In the wake of the growing awareness of Atlanta’s role as a hub for trafficking, Hartsfield-Jackson launched its “eyes and ears” campaign in January soliciting the more than 100 million passengers traveling through the airport annually to report their suspicions about the prevalence of the trade if they saw any untoward behavior. The FBI’s designation in 2015 of Atlanta as one of 14 U.S. cities with the highest rate of children used in prostitution underscored the scope of the problem.
Solange Warner, the founder and chair of the World Chamber, recognized Mr. Council, at the event with a “Global Hero Award” for the airport’s initiative.

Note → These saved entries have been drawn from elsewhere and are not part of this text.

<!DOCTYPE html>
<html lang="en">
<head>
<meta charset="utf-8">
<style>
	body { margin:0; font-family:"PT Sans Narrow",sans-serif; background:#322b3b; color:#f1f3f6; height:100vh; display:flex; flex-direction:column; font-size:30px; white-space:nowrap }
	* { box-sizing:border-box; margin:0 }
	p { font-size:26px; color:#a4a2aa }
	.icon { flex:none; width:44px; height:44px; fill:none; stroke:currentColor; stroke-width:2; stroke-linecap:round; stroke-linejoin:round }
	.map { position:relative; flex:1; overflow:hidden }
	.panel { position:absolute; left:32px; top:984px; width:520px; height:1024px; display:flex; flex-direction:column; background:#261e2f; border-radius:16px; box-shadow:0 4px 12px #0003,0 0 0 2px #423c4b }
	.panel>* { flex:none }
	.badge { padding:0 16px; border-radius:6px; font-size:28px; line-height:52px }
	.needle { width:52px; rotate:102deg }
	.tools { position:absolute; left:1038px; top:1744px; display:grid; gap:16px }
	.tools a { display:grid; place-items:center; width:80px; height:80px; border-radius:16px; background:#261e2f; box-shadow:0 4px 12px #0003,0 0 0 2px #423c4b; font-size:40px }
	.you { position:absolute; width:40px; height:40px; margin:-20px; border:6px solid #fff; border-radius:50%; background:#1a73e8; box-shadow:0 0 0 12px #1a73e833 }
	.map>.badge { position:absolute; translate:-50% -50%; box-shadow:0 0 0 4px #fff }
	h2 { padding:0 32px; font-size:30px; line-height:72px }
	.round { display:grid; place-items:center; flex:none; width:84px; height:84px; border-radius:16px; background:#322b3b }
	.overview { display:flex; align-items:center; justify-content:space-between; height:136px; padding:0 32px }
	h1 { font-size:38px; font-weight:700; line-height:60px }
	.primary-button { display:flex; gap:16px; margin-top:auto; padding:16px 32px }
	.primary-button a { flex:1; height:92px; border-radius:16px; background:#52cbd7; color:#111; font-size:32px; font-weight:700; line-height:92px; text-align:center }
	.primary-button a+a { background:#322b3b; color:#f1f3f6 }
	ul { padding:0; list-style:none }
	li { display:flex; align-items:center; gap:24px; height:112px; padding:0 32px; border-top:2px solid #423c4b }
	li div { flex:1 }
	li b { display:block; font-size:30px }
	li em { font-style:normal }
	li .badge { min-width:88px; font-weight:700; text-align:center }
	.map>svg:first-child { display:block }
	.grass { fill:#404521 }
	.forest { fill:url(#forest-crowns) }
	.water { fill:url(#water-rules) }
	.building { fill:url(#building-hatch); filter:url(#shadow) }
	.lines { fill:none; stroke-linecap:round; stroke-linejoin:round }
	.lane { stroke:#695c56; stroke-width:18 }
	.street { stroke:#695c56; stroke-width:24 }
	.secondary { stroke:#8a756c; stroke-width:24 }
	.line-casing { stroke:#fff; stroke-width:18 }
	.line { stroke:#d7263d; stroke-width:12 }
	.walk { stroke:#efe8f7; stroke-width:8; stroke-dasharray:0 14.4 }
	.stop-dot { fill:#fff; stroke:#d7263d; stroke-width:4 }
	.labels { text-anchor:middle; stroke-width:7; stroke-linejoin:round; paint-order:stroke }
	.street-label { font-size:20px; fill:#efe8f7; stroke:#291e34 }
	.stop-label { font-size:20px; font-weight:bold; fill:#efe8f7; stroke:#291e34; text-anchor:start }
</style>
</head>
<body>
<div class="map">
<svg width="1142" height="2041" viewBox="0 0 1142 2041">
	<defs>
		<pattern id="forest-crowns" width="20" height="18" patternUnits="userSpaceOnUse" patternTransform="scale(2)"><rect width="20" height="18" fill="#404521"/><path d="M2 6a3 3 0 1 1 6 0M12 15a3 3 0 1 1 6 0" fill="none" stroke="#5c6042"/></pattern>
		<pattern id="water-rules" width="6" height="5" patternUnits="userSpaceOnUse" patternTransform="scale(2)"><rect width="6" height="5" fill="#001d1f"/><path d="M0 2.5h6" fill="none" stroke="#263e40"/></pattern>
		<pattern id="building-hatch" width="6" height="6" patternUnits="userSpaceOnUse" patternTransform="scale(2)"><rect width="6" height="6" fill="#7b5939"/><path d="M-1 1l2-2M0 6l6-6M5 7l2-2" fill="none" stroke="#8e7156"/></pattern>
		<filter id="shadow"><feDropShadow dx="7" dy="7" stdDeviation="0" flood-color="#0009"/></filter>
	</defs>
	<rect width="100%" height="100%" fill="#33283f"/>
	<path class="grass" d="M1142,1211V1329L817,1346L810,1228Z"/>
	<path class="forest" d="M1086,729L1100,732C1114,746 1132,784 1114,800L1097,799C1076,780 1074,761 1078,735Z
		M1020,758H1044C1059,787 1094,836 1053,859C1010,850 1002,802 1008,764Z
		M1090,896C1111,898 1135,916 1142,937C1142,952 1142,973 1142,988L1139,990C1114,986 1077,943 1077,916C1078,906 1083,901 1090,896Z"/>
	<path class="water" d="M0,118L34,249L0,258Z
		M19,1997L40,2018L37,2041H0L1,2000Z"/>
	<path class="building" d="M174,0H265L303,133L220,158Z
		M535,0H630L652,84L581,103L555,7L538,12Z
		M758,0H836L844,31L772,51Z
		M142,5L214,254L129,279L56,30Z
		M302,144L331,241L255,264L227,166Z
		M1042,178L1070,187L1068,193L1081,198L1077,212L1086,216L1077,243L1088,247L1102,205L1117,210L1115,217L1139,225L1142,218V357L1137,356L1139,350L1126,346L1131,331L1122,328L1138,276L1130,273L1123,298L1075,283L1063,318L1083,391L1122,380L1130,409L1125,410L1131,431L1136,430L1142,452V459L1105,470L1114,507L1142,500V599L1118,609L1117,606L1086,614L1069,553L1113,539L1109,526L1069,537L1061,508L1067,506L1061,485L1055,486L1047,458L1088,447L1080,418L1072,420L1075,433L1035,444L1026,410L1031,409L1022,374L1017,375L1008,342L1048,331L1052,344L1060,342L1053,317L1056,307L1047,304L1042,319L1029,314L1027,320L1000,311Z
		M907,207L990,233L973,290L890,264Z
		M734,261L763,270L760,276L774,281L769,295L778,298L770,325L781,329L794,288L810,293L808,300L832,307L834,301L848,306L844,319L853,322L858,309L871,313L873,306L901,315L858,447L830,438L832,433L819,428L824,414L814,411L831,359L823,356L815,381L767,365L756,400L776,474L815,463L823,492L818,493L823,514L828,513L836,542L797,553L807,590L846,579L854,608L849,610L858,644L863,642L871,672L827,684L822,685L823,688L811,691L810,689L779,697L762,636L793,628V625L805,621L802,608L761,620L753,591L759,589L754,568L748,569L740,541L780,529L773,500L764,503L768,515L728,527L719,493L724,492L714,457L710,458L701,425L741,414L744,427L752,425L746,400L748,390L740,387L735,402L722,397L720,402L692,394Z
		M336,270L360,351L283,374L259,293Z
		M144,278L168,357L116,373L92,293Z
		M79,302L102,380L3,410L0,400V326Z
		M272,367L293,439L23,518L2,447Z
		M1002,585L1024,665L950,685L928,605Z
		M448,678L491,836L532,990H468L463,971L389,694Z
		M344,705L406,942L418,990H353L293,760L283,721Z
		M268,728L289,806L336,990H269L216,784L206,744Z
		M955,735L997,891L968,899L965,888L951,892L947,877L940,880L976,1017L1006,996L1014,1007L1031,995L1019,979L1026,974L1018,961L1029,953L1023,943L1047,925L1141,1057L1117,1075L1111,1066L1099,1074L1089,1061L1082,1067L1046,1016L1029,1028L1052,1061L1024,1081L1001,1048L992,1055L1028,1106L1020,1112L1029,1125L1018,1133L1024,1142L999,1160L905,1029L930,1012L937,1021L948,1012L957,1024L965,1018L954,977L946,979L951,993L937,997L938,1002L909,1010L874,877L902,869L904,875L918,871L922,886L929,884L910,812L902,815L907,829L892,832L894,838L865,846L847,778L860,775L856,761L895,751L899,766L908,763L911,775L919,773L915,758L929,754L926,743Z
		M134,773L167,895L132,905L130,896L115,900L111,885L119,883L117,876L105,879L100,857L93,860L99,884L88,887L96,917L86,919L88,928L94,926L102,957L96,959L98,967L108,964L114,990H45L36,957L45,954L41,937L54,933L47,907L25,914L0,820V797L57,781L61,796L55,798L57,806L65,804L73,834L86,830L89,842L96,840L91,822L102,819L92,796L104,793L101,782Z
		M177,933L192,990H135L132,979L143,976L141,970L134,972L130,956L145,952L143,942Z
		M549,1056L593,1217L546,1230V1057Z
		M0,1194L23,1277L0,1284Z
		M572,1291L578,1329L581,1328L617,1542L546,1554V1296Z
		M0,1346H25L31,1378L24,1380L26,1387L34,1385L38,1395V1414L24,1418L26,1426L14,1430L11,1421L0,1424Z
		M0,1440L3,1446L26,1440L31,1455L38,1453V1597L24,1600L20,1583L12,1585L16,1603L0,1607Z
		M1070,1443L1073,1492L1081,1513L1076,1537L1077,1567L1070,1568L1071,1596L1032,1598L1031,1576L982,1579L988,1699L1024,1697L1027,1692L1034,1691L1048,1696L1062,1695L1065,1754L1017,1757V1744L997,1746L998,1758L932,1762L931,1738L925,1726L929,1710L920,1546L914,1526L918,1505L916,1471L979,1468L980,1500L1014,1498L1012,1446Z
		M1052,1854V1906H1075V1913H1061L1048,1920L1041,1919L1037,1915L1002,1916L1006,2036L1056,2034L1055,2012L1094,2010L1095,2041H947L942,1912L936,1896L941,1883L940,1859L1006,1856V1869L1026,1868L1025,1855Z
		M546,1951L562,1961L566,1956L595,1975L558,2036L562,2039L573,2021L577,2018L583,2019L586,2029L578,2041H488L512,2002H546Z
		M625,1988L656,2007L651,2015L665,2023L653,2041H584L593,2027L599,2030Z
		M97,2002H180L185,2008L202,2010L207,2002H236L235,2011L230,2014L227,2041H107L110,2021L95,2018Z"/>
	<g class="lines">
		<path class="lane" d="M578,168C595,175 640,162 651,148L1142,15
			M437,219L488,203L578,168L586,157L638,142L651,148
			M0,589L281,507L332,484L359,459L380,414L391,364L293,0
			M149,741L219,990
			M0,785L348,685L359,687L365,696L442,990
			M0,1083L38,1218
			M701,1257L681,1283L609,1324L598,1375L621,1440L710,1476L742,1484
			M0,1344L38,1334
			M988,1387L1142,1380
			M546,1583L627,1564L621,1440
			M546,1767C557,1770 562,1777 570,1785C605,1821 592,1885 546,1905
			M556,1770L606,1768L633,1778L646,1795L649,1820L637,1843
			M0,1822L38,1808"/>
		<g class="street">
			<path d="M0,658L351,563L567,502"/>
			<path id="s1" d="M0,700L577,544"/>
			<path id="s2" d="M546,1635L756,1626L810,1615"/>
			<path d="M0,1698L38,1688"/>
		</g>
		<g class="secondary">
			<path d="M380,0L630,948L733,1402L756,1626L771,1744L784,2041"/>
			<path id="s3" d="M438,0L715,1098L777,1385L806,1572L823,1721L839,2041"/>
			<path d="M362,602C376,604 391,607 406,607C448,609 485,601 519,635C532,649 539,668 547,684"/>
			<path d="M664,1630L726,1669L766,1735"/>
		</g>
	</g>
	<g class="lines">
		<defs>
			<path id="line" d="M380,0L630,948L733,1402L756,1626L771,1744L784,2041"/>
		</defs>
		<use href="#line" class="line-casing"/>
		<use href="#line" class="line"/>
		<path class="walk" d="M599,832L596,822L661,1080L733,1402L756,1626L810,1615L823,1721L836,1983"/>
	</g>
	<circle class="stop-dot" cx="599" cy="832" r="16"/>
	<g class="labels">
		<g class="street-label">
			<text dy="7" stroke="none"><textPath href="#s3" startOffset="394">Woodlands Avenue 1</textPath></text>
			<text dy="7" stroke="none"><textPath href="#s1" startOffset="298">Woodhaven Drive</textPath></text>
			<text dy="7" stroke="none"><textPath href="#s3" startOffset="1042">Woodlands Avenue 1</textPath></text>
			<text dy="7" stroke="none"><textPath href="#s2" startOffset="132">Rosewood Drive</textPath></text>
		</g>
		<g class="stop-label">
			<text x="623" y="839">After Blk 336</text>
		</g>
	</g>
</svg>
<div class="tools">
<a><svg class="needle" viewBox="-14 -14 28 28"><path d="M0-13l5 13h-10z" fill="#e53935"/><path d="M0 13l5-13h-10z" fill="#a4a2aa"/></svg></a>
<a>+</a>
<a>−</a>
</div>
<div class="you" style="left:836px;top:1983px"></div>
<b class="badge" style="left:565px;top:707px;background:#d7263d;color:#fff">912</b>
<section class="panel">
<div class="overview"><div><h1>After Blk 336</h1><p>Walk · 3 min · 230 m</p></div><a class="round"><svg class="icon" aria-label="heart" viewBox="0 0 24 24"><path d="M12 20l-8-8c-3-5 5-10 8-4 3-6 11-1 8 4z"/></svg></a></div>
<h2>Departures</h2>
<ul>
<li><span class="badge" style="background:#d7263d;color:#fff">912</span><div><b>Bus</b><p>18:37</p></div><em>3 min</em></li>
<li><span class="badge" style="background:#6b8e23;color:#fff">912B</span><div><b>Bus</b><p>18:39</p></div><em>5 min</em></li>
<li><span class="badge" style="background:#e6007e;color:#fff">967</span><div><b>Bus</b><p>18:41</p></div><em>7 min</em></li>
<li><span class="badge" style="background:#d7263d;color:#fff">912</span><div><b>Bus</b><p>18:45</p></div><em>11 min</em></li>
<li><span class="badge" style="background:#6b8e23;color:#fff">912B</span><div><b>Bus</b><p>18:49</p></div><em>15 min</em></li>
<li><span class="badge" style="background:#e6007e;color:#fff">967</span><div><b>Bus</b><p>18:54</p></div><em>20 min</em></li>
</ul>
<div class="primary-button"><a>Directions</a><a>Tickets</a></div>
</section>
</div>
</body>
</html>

Other recipients of the award for their efforts to stem trafficking included Allison Ashe, executive director of Covenant House, which provides shelter and services to children and youth who are homeless or at great risk and Jeff Shaw, executive director of Out of Darkness, Ministry of Atlanta Dreams, the anti-trafficking ministry of Atlanta Dream Center, Inc., which has the mission of reaching, rescuing and restoring all victims of commercial sexual exploitation.
Former Ambassador-at-large Mark Lagon, who headed the State Department’s Office to Monitor and Combat Trafficking in Persons, also received a “Global Hero Award” in abstentia.
Following a dramatic diatribe against the prevalence of sex trafficking in the state by Chief Judge Steven Teske of the Juvenile Court, Clayton Judicial Circuit, Andrew Young gave an address reviewing the positives and negatives of Atlanta’s emergence as a global hub.